Renan Calheiros não tem moral para investigar ninguém
O Brasil é mesmo um país surreal, palco de um cinema do absurdo onde o bandido vira mocinho, e o herói se transforma em vilão. Os casos são muitos, mas o mais recente, e muito emblemático, é o do senador Renan Calheiros. Com 43 processos nas costas e respondendo a seis inquéritos no STF, o alagoano está cotado para ser o relator da CPI da Covid.
Por esses motivos, e mais o fato de ser pai de um governador, que pode vir a ser investigado pela CPI, a deputada Carla Zambelli (PSL-SP) entrou na Justiça para impedir que o senador assuma o cargo. Outro também suspeito, embora na suplência, é Jader Barbalho, pai do governador Helder Barbalho, do Pará, onde não para de aparecer denúncia. A última foi a de respiradores novos escondidos por uma parede falsa.
Sei que é difícil encontrar cândidos parlamentares para compor o colegiado investigativo. A CPI tem como objetivo, cada dia mais claro, de atingir o presidente Bolsonaro. Tanto que, a despeito de uma montanha de indícios de irregularidades no Ceará, os senadores Tasso Jereissati e Cid Gomes se recusaram a apor suas assinaturas no requerimento que incluía governadores e prefeitos na investigação.
O teatro do absurdo que é encenado no Senado tem associação com o STF. Não apenas por este ter obrigado o presidente do Congresso a abrir a CPI, mas porque há uma antologia de teratologias patrocinada pela suprema corte.

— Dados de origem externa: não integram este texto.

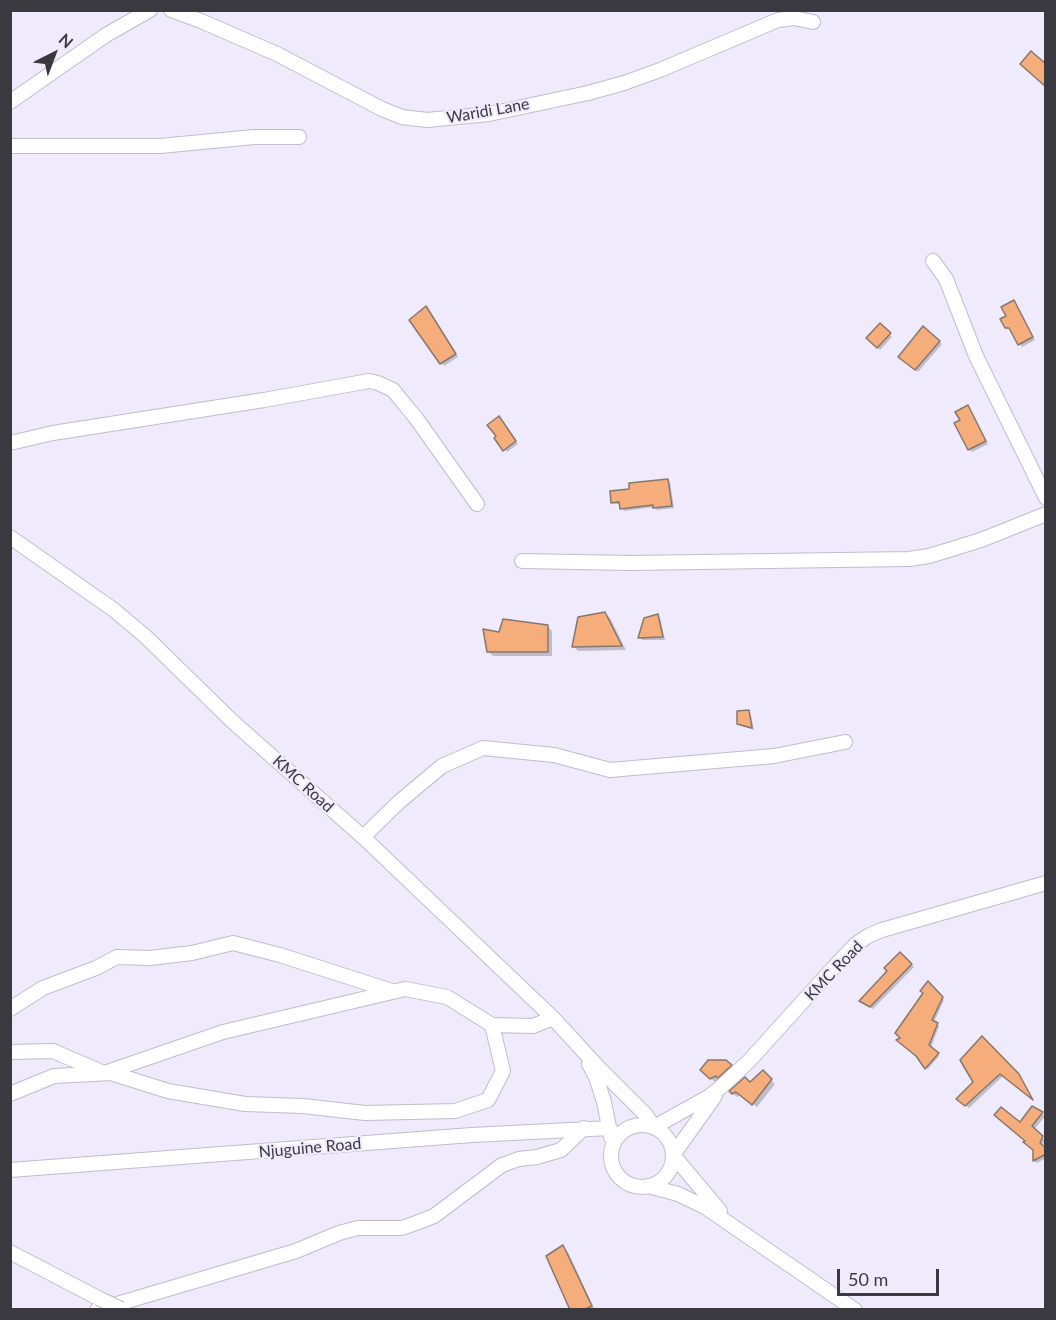 <!DOCTYPE html>
<style>
body{margin:0}
#map{position:relative;width:1056px;height:1320px;overflow:hidden;background:#f0ebfc;font-family:Lato,sans-serif}
canvas{display:block}
.frame{position:absolute;inset:0;border:12px solid #3b3940;pointer-events:none}
.north{position:absolute;left:24px;top:24px;width:60px;height:60px;-webkit-text-stroke:4px #f0ebfc;paint-order:stroke;rotate:42deg;font-size:16px;font-weight:700;line-height:24px;text-align:center;color:#3b3940}
.north::after{content:'';display:block;margin:auto;width:21px;height:27px;background:#3b3940;clip-path:polygon(50% 0,100% 100%,50% 72%,0 100%)}
.scale{position:absolute;left:837px;top:1269px;width:102px;height:27px;box-sizing:border-box;border:3px solid #3b3940;border-top:0;padding-left:8px;font-size:18px;line-height:21px;white-space:nowrap;color:#3b3940;-webkit-text-stroke:4px #f0ebfc;paint-order:stroke}
</style>
<div id="map">
<canvas width="1056" height="1320"></canvas>
<div class="frame"></div>
<div class="north">N</div>
<div class="scale">50 m</div>
</div>
<script>
const c = document.querySelector('canvas').getContext('2d');
c.lineJoin = 'round';
function fill(path, color) {
  c.fillStyle = color;
  c.fill(path, 'evenodd');
}
function shape(rows) {
  const path = new Path2D();
  for (const r of rows) {
    if (r.length === 3) {
      path.moveTo(r[0] + r[2], r[1]);
      path.arc(r[0], r[1], r[2], 0, 2 * Math.PI);
      continue;
    }
    path.moveTo(r[0], r[1]);
    for (let i = 2; i < r.length; i += 2) path.lineTo(r[i], r[i + 1]);
  }
  return path;
}
function trace(path, color, width, dash) {
  c.strokeStyle = color;
  c.lineWidth = width;
  c.lineCap = dash ? 'butt' : 'round';
  c.setLineDash(dash || []);
  c.stroke(path);
}
function drawText(font, color, halo, rows, align = 'center') {
  c.font = font + ' Lato,sans-serif';
  c.lineWidth = 4.5;
  c.setLineDash([]);
  c.textBaseline = 'middle';
  c.strokeStyle = halo;
  c.fillStyle = color;
  for (const [text, x, y, turn = 0] of rows) {
    c.save();
    c.translate(x, y);
    c.rotate((+turn || 0) * Math.PI / 180);
    c.textAlign = isNaN(turn) ? turn : align;
    if (halo) c.strokeText(text, 0, 0);
    c.fillText(text, 0, 0);
    c.restore();
  }
}
fill(shape([
 [1014,302,1035,340,1022,347,1012,331,1006,327],
 [429,311,458,357,444,366,411,320],
 [880,325,892,337,880,350,868,338],
 [923,328,942,344,918,372,900,356],
 [970,410,988,444,972,452,969,449,962,421],
 [502,421,518,444,507,452,505,450],
 [667,480,670,482,674,508,657,510,655,507,624,511,621,504,615,504,613,502,631,490],
 [605,613,610,618,626,650,578,651,574,647],
 [657,615,660,618,665,640,642,640,640,637],
 [547,626,552,631,552,656,493,656,488,651,500,634],
 [748,712,751,715,754,730,741,726,738,723],
 [900,955,914,967,873,1009,864,1003],
 [928,983,944,1000,934,1022,939,1026,931,1048,939,1056,928,1069,926,1068,925,994],
 [962,1060,1021,1079,1003,1076,969,1108,960,1101,975,1083],
 [725,1061,735,1070,716,1083,702,1070],
 [763,1072,775,1084,757,1107,741,1095,737,1097,731,1092,751,1084],
 [1033,1108,1045,1116,1034,1130,1045,1140,1042,1147,1046,1150,1046,1158,1037,1163,1034,1161,1034,1150,1020,1124],
 [563,1247,568,1252,595,1310,572,1310]
]), '#0003');
const building = shape([
 [1031,51,1046,64,1046,87,1020,64,1031,51],
 [1014,300,1033,337,1018,345,1009,328,1005,328,1000,319,1006,316,1001,307,1014,300],
 [426,306,456,354,440,364,409,320,426,306],
 [880,323,891,333,877,348,866,338,880,323],
 [923,326,940,341,915,370,898,357,923,326],
 [968,405,986,441,968,450,954,423,960,420,955,412,968,405],
 [499,416,516,441,503,451,494,438,496,436,487,425,499,416],
 [668,479,672,506,653,508,653,505,620,509,619,502,611,503,610,491,629,489,629,483,668,479],
 [605,612,622,646,572,647,578,617,605,612],
 [658,614,663,637,638,638,644,618,658,614],
 [503,619,548,625,548,652,487,652,483,629,499,632,503,619],
 [749,710,752,728,737,724,737,711,749,710],
 [900,952,912,964,870,1007,859,1001,887,971,884,968,900,952],
 [928,981,943,997,932,1020,938,1023,929,1045,939,1053,925,1069,916,1056,896,1040,900,1038,895,1033,923,993,920,991,928,981],
 [982,1036,1019,1074,1033,1100,1000,1074,965,1106,956,1099,973,1082,960,1060,982,1036],
 [708,1060,726,1060,732,1065,718,1078,716,1076,710,1079,700,1070,708,1060],
 [763,1070,772,1079,752,1105,736,1092,732,1094,729,1091,745,1077,750,1082,763,1070],
 [1032,1106,1043,1112,1032,1126,1043,1136,1040,1143,1046,1148,1046,1154,1033,1161,1033,1150,1023,1142,1025,1141,994,1115,1001,1107,1020,1122,1032,1106],
 [563,1245,592,1306,583,1310,570,1310,546,1256,563,1245]
]);
fill(building, '#f5ad7c');
trace(building, '#86776e', 1.5);
const minor = shape([
 [171,10,201,21,277,54,382,109,402,117,427,120,489,114,588,93,624,83,660,70,778,20,794,18,813,22],
 [10,102,106,35,150,10],
 [10,146,160,146,254,137,299,137],
 [933,261,946,279,976,356,1046,498],
 [10,443,53,433,264,400,369,381,378,383,393,390,397,395,416,418,477,504],
 [10,537,114,610,146,637,232,721,363,837,553,1018,597,1066,645,1114,654,1127,710,1096,721,1087,749,1061,835,966,856,944,868,936,882,930,1046,883],
 [522,561,630,563,909,559,929,556,981,540,1046,514],
 [363,837,399,802,442,766,483,748,554,755,610,770,774,756,845,742],
 [10,1009,43,988,96,968,117,957,150,958,192,953,233,943,280,955,392,991],
 [10,1052,53,1051,104,1073,223,1032,405,989,447,997,492,1025],
 [589,1064,596,1077,604,1102,611,1137],
 [10,1094,54,1076,111,1073,168,1091,245,1104,303,1106,365,1113,455,1111,488,1100,503,1071,492,1025,533,1026,553,1018],
 [715,1096,673,1155,720,1211],
 [642,1156,31],
 [10,1170,472,1135,610,1128],
 [648,1186,678,1194,705,1207,855,1310],
 [10,1252,98,1298],
 [97,1310,296,1251,339,1233,358,1228,402,1228,416,1223,434,1216,502,1165,519,1159,537,1157,561,1150,584,1128]
]);
trace(minor, '#c1bccd', 16);
trace(minor, '#fff', 14);
const minorBridge = shape([
 [98,1298,121,1309]
]);
trace(minorBridge, '#c1bccd', 16, []);
trace(minorBridge, '#fff', 14);
drawText('16px', '#3b3940', '#f0ebfc', [
 ["Waridi Lane",488,111,-10],
 ["KMC Road",303,784,42],
 ["KMC Road",834,971,-46],
 ["Njuguine Road",310,1148,-5]
]);
</script> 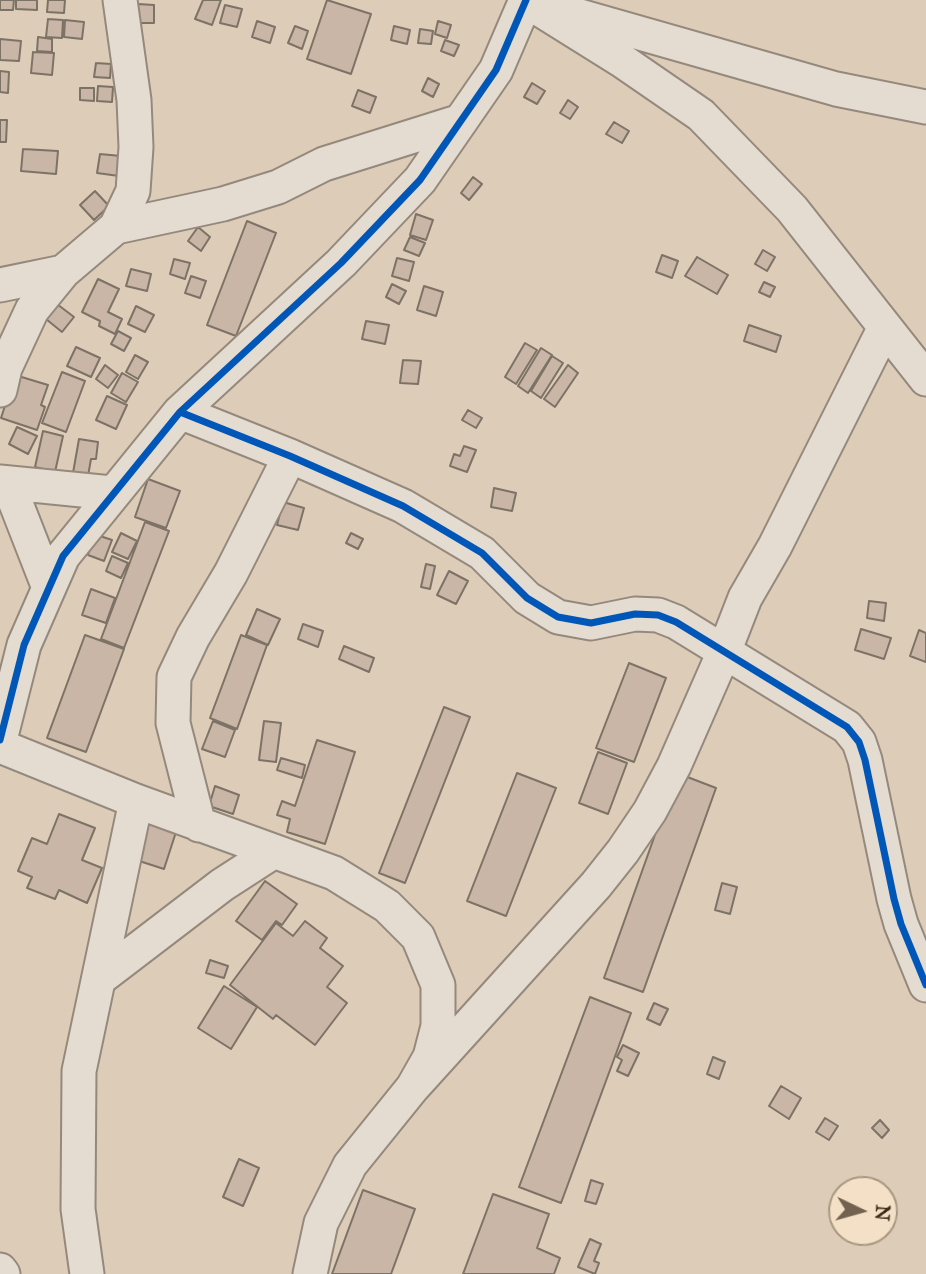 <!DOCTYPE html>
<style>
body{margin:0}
#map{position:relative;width:926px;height:1274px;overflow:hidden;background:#ddcdb8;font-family:"IM FELL Great Primer",serif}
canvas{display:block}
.north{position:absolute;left:828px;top:1176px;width:70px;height:70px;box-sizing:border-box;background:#f3e0c7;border:2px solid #a99781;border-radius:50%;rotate:95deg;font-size:19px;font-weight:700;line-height:28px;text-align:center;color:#392917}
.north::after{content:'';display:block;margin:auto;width:24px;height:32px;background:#72624f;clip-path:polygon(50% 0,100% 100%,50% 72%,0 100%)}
</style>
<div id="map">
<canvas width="926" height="1274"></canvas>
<div class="north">N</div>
</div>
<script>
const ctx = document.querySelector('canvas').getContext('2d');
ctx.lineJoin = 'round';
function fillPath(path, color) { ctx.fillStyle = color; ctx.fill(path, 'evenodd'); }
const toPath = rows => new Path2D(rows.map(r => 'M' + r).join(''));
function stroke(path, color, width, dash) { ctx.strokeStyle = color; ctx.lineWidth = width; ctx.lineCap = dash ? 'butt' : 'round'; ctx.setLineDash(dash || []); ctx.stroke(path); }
const building = toPath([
 [0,0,14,0,13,10,0,10,0,0],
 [16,0,37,0,37,10,16,9,16,0],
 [48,0,65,0,64,13,47,12,48,0],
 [203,0,221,0,212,25,195,19,203,0],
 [327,0,371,14,351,74,307,59,327,0],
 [138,4,154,5,154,23,137,23,138,4],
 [225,5,242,9,237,27,220,23,225,5],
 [48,19,63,20,62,38,46,37,48,19],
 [65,20,84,22,82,39,64,37,65,20],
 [257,21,275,27,270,43,252,37,257,21],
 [438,21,451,25,447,38,435,34,438,21],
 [295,26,308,31,302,49,288,43,295,26],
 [394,26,410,30,407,44,391,40,394,26],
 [420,29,433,31,431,44,418,43,420,29],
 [38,37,52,39,52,52,37,51,38,37],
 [0,39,21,41,19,61,0,60,0,39],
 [445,40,459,45,454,56,441,51,445,40],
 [33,52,54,53,52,75,31,73,33,52],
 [96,63,111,64,110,78,94,77,96,63],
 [0,71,9,72,8,93,0,92,0,71],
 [428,78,439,84,433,97,422,91,428,78],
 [532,83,545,91,537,104,524,97,532,83],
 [98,86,113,87,112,102,97,101,98,86],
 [80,88,94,88,94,101,80,100,80,88],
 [358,90,376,97,370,113,352,106,358,90],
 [568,100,578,107,570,119,560,113,568,100],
 [0,120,7,120,6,142,0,142,0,120],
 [614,122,629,131,622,143,606,134,614,122],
 [23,149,58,151,56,174,21,171,23,149],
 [100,154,121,156,119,176,97,173,100,154],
 [473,177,482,184,469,200,461,193,473,177],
 [95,191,109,206,94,220,80,205,95,191],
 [416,214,433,220,426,240,410,235,416,214],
 [247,221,276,233,236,336,207,325,247,221],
 [198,227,210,237,201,251,188,241,198,227],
 [410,237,425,243,419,256,404,250,410,237],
 [763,250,775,257,767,271,755,264,763,250],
 [662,255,678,261,672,278,656,272,662,255],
 [697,257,728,275,717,294,685,276,697,257],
 [397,258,414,262,409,281,392,276,397,258],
 [174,259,190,263,185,279,170,274,174,259],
 [131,269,151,274,147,291,126,286,131,269],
 [191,276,206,281,200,298,185,293,191,276],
 [98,279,119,289,108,312,122,319,115,334,99,326,100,321,82,312,98,279],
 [764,282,775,287,770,297,759,292,764,282],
 [392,284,406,291,399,304,386,297,392,284],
 [424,286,443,292,436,316,417,310,424,286],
 [53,301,74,317,62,332,41,315,53,301],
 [136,306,154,315,145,332,128,324,136,306],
 [366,321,389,325,385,344,362,339,366,321],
 [749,325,781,336,776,352,744,341,749,325],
 [118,331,131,338,124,351,111,344,118,331],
 [525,343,537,350,516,384,505,377,525,343],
 [76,347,100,358,91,377,67,366,76,347],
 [541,348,552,355,528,393,518,386,541,348],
 [135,355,148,362,138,379,126,372,135,355],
 [552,356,563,363,541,398,531,391,552,356],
 [403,360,421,361,418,384,400,383,403,360],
 [105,365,118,375,108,388,96,379,105,365],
 [568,365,578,373,555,407,544,399,568,365],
 [62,372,85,381,66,432,42,423,62,372],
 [122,373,138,382,126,402,111,393,122,373],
 [15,375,48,385,41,405,45,407,37,430,1,418,15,375],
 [107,396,127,405,116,429,96,420,107,396],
 [468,410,482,418,476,428,462,420,468,410],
 [17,427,37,436,28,454,9,444,17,427],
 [43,431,63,436,55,472,35,467,43,431],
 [79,439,98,442,96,459,91,459,88,476,73,473,79,439],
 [464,446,476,450,467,472,450,466,454,454,460,456,464,446],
 [148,479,180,491,166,528,135,517,148,479],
 [494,488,516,493,512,511,491,507,494,488],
 [283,502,304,508,298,530,277,525,283,502],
 [145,522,169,531,124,648,101,639,145,522],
 [121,533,137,541,128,559,112,552,121,533],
 [351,533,363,539,358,549,346,543,351,533],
 [94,534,112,540,104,561,88,555,94,534],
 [112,556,128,563,121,578,106,571,112,556],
 [426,564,435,566,430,589,421,587,426,564],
 [449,571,468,581,456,604,437,595,449,571],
 [91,589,115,598,106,623,82,615,91,589],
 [869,601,886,603,884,621,867,618,869,601],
 [257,609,280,619,268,645,246,635,257,609],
 [303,624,323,631,318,647,298,639,303,624],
 [861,629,891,638,884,659,855,650,861,629],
 [919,630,926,633,926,662,910,656,919,630],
 [85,635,124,649,86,752,47,738,85,635],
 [241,635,267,645,237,729,210,718,241,635],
 [344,646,374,658,369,672,339,659,344,646],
 [629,663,666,678,634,762,596,748,629,663],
 [444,707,470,717,405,883,379,873,444,707],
 [213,721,235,730,225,757,202,749,213,721],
 [264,721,281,723,276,762,259,760,264,721],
 [317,740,355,752,325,844,287,832,290,819,277,815,282,801,295,806,317,740],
 [598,752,627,763,608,814,579,803,598,752],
 [281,758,305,765,302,778,277,770,281,758],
 [517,773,556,788,506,916,467,901,517,773],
 [677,773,716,788,643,992,604,978,677,773],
 [215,786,239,795,233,814,209,806,215,786],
 [59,814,95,828,82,860,102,868,87,903,59,890,55,899,27,888,32,877,18,871,32,838,47,844,59,814],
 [145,822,176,832,164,869,133,859,145,822],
 [265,881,297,904,282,925,276,921,262,940,236,921,265,881],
 [722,883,737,887,730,914,715,910,722,883],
 [305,921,327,938,320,948,343,966,327,987,347,1003,315,1045,276,1015,273,1019,230,985,276,923,293,936,305,921],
 [210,960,228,966,224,978,206,973,210,960],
 [224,986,257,1007,231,1049,198,1028,224,986],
 [590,997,631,1013,561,1203,519,1187,590,997],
 [654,1003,668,1009,660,1025,647,1019,654,1003],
 [623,1045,639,1053,628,1076,617,1071,622,1060,617,1057,623,1045],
 [713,1057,725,1062,719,1079,707,1074,713,1057],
 [781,1086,801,1098,789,1119,769,1106,781,1086],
 [825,1118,838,1126,829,1140,816,1132,825,1118],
 [880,1120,889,1130,882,1138,872,1128,880,1120],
 [239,1159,259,1168,243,1206,223,1197,239,1159],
 [591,1180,603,1184,596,1204,585,1201,591,1180],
 [363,1190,415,1209,391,1274,332,1274,363,1190],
 [493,1194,549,1214,537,1248,560,1258,554,1274,463,1274,493,1194],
 [590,1239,601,1244,594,1261,599,1263,595,1274,578,1267,590,1239]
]);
fillPath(building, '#c9b6a7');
stroke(building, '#7d7266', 2);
const minor = toPath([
 [525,0,621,60,701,115,792,209,926,379],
 [562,11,836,89,926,107],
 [116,227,223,204,278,187,324,164,461,121],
 [0,285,63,272],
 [0,390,5,368,32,310,63,272,116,227,133,191,136,147,134,100,120,0],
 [180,412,290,456,403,506,482,553,527,598,558,617,591,623,635,614,658,615,676,622,847,727,859,742,865,760,894,899,901,924,926,985],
 [0,482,112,493],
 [8,483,49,588],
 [0,740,24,645,63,556,180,412,341,263,420,180,496,70,526,0],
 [0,746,136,801,334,873,387,906,418,937,438,985,438,1026,430,1057,413,1087,350,1165,321,1223,310,1274],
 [199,825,173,723,174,677,193,637,231,573,290,456],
 [99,979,222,885,273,852],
 [413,1087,596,885,623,851,650,811,674,766,724,652,745,598,775,546,885,327],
 [0,1270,3,1274],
 [87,1274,78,1209,79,1071,136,801]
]);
stroke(minor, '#94897c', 37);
stroke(minor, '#e4dbd1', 33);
stroke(toPath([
 [180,412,290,456,403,506,482,553,527,598,558,617,591,623,635,614,658,615,676,622,847,727,859,742,865,760,894,899,901,924,926,985],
 [0,740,24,645,63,556,180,412,341,263,420,180,496,70,526,0]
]), '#0057b8', 7);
</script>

Uma pausa para começar o segundo ato. Antes do requerimento da CPI da Covid, já havia o de uma outra CPI, a da Lava Toga, para investigar atos de ministros do STF. Também é regimental a precedência na ordem cronológica. O STF, que furou a fila, vai obrigar a instalação da outra CPI? Afinal, também foram preenchidos todos os requisitos.
E uma curiosidade: estava em andamento uma CPI para investigar ONGs, suspensa por causa da pandemia, mesmo argumento do presidente Rodrigo Pacheco para não instalar de imediato a da Covid.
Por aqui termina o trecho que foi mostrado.